- [The task]:
Would you output the following records verbatim and skip the images in them?

%%

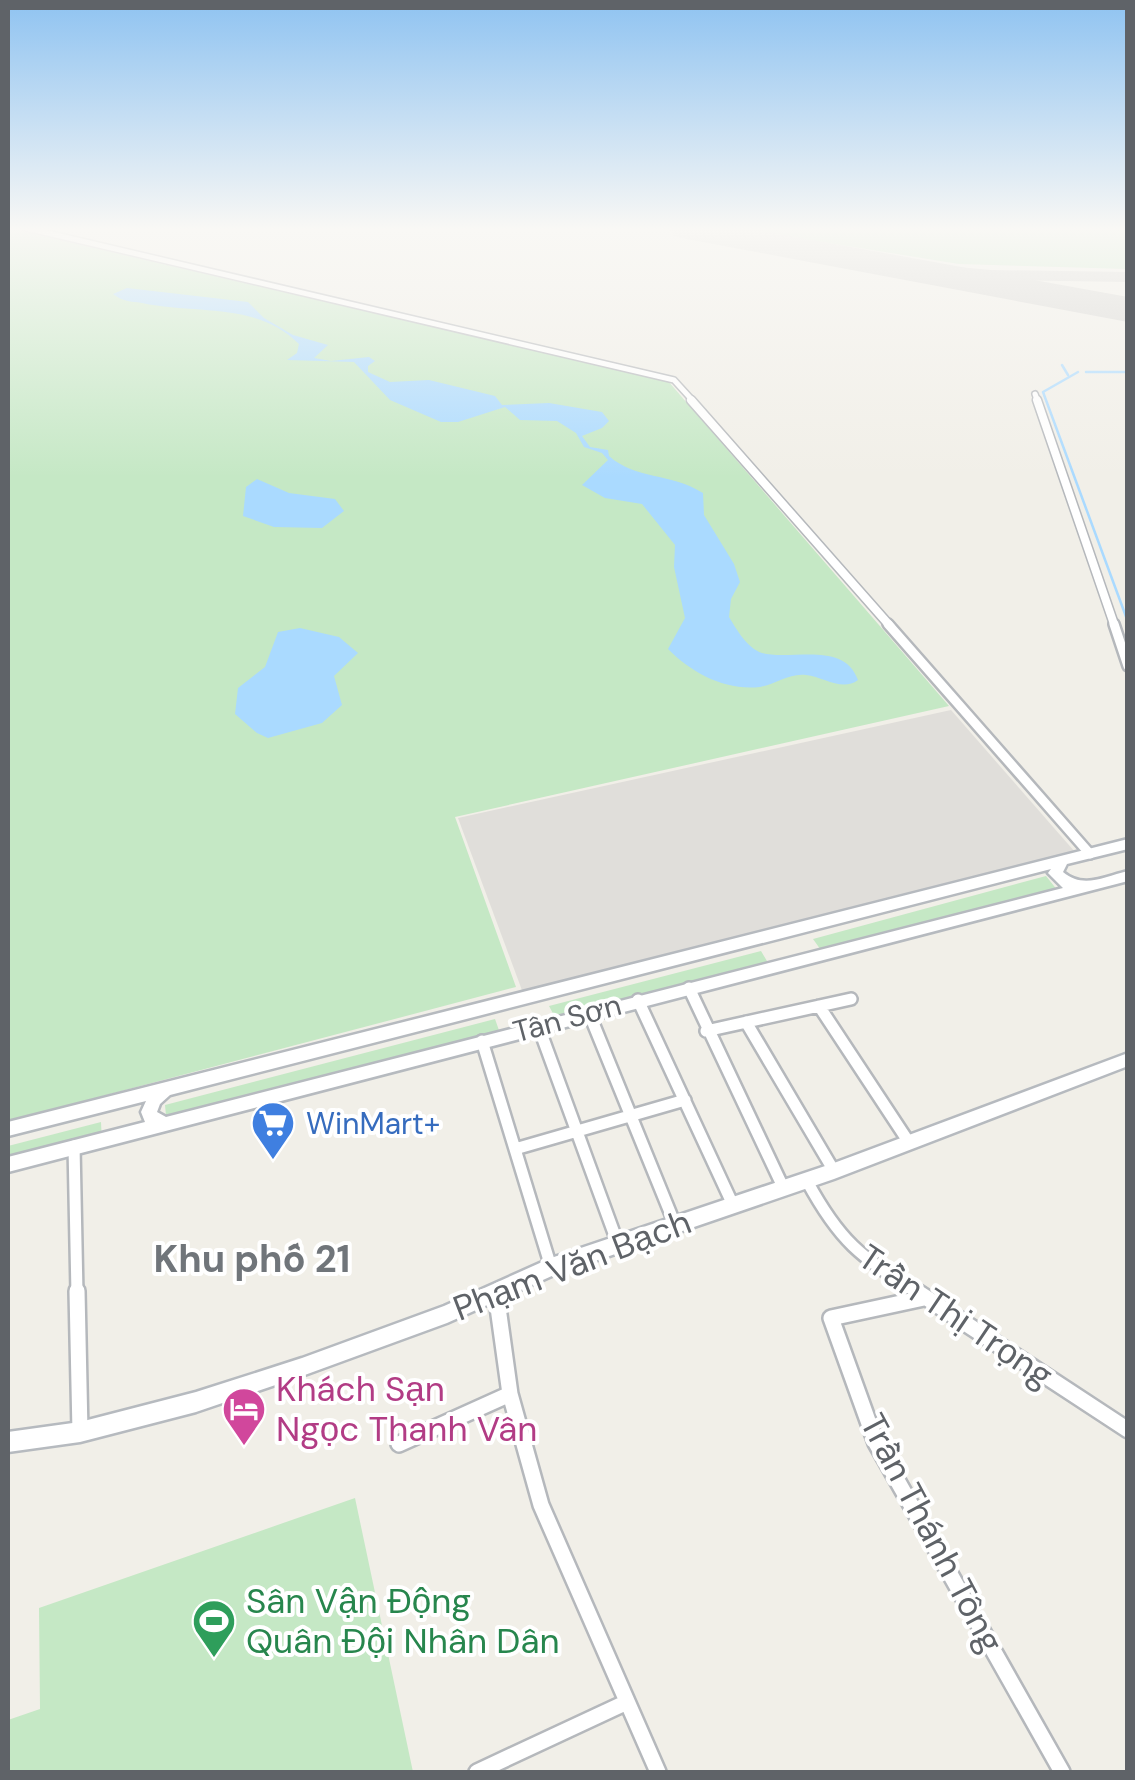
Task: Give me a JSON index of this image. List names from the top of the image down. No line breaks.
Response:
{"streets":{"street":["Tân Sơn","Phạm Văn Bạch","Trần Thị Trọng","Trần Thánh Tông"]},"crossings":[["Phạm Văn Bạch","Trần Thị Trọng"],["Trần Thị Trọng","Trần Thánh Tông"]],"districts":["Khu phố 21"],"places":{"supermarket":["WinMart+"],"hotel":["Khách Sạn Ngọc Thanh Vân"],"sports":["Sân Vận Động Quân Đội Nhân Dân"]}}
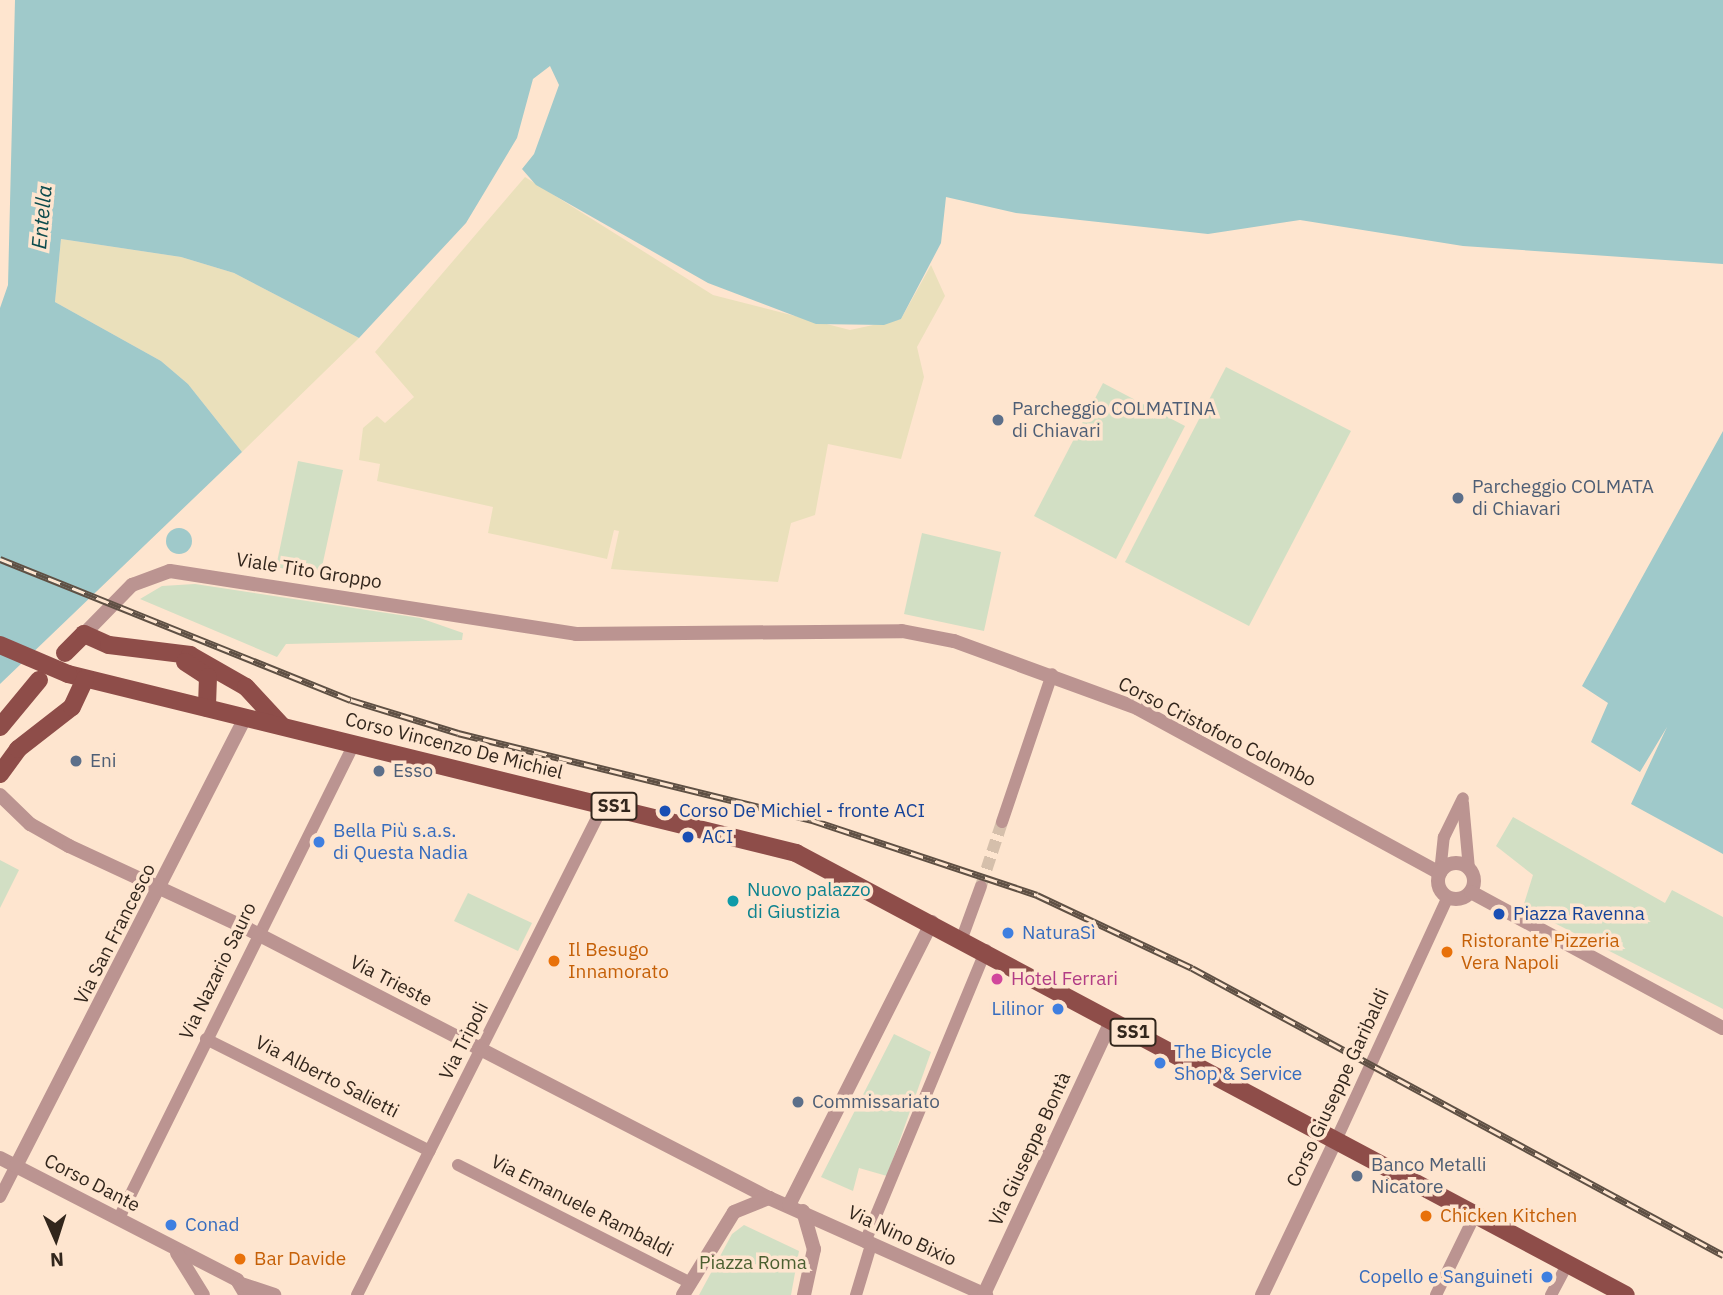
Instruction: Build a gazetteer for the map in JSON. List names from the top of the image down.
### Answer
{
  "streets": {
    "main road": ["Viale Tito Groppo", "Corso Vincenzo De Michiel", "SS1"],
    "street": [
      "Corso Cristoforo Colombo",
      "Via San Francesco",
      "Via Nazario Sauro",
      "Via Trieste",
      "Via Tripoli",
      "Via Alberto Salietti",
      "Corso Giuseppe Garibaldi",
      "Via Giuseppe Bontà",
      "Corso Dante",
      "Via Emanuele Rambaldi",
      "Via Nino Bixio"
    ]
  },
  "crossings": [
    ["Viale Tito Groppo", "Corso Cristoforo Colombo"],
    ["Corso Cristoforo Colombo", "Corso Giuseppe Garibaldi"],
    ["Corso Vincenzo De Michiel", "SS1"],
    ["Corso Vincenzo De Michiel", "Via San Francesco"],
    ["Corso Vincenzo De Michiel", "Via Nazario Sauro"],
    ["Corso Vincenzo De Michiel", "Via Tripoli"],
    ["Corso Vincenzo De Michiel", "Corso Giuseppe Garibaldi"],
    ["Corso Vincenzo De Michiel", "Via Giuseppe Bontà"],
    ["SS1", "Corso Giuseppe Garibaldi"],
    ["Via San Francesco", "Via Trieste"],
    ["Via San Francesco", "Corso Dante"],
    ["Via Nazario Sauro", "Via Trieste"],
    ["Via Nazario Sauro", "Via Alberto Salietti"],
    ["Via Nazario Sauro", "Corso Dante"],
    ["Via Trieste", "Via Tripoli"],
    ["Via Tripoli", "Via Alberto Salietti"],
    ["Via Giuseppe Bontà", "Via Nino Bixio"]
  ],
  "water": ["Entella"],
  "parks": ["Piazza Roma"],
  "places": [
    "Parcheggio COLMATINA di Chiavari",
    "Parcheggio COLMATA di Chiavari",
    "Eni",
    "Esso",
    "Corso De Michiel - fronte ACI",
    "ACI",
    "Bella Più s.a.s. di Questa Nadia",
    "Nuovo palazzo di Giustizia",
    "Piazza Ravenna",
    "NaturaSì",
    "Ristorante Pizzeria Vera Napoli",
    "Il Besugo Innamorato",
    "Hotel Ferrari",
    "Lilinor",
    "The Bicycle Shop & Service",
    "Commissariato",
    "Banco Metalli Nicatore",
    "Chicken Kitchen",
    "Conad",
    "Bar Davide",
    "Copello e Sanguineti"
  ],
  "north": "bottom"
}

%%

- [Output of the exercise]:
Task: Give me a JSON index of this image. List names from the top of the image down. No line breaks.
Response:
{"streets":{"street":["Tân Sơn","Phạm Văn Bạch","Trần Thị Trọng","Trần Thánh Tông"]},"crossings":[["Phạm Văn Bạch","Trần Thị Trọng"],["Trần Thị Trọng","Trần Thánh Tông"]],"districts":["Khu phố 21"],"places":{"supermarket":["WinMart+"],"hotel":["Khách Sạn Ngọc Thanh Vân"],"sports":["Sân Vận Động Quân Đội Nhân Dân"]}}
Instruction: Build a gazetteer for the map in JSON. List names from the top of the image down.
### Answer
{
  "streets": {
    "main road": ["Viale Tito Groppo", "Corso Vincenzo De Michiel", "SS1"],
    "street": [
      "Corso Cristoforo Colombo",
      "Via San Francesco",
      "Via Nazario Sauro",
      "Via Trieste",
      "Via Tripoli",
      "Via Alberto Salietti",
      "Corso Giuseppe Garibaldi",
      "Via Giuseppe Bontà",
      "Corso Dante",
      "Via Emanuele Rambaldi",
      "Via Nino Bixio"
    ]
  },
  "crossings": [
    ["Viale Tito Groppo", "Corso Cristoforo Colombo"],
    ["Corso Cristoforo Colombo", "Corso Giuseppe Garibaldi"],
    ["Corso Vincenzo De Michiel", "SS1"],
    ["Corso Vincenzo De Michiel", "Via San Francesco"],
    ["Corso Vincenzo De Michiel", "Via Nazario Sauro"],
    ["Corso Vincenzo De Michiel", "Via Tripoli"],
    ["Corso Vincenzo De Michiel", "Corso Giuseppe Garibaldi"],
    ["Corso Vincenzo De Michiel", "Via Giuseppe Bontà"],
    ["SS1", "Corso Giuseppe Garibaldi"],
    ["Via San Francesco", "Via Trieste"],
    ["Via San Francesco", "Corso Dante"],
    ["Via Nazario Sauro", "Via Trieste"],
    ["Via Nazario Sauro", "Via Alberto Salietti"],
    ["Via Nazario Sauro", "Corso Dante"],
    ["Via Trieste", "Via Tripoli"],
    ["Via Tripoli", "Via Alberto Salietti"],
    ["Via Giuseppe Bontà", "Via Nino Bixio"]
  ],
  "water": ["Entella"],
  "parks": ["Piazza Roma"],
  "places": [
    "Parcheggio COLMATINA di Chiavari",
    "Parcheggio COLMATA di Chiavari",
    "Eni",
    "Esso",
    "Corso De Michiel - fronte ACI",
    "ACI",
    "Bella Più s.a.s. di Questa Nadia",
    "Nuovo palazzo di Giustizia",
    "Piazza Ravenna",
    "NaturaSì",
    "Ristorante Pizzeria Vera Napoli",
    "Il Besugo Innamorato",
    "Hotel Ferrari",
    "Lilinor",
    "The Bicycle Shop & Service",
    "Commissariato",
    "Banco Metalli Nicatore",
    "Chicken Kitchen",
    "Conad",
    "Bar Davide",
    "Copello e Sanguineti"
  ],
  "north": "bottom"
}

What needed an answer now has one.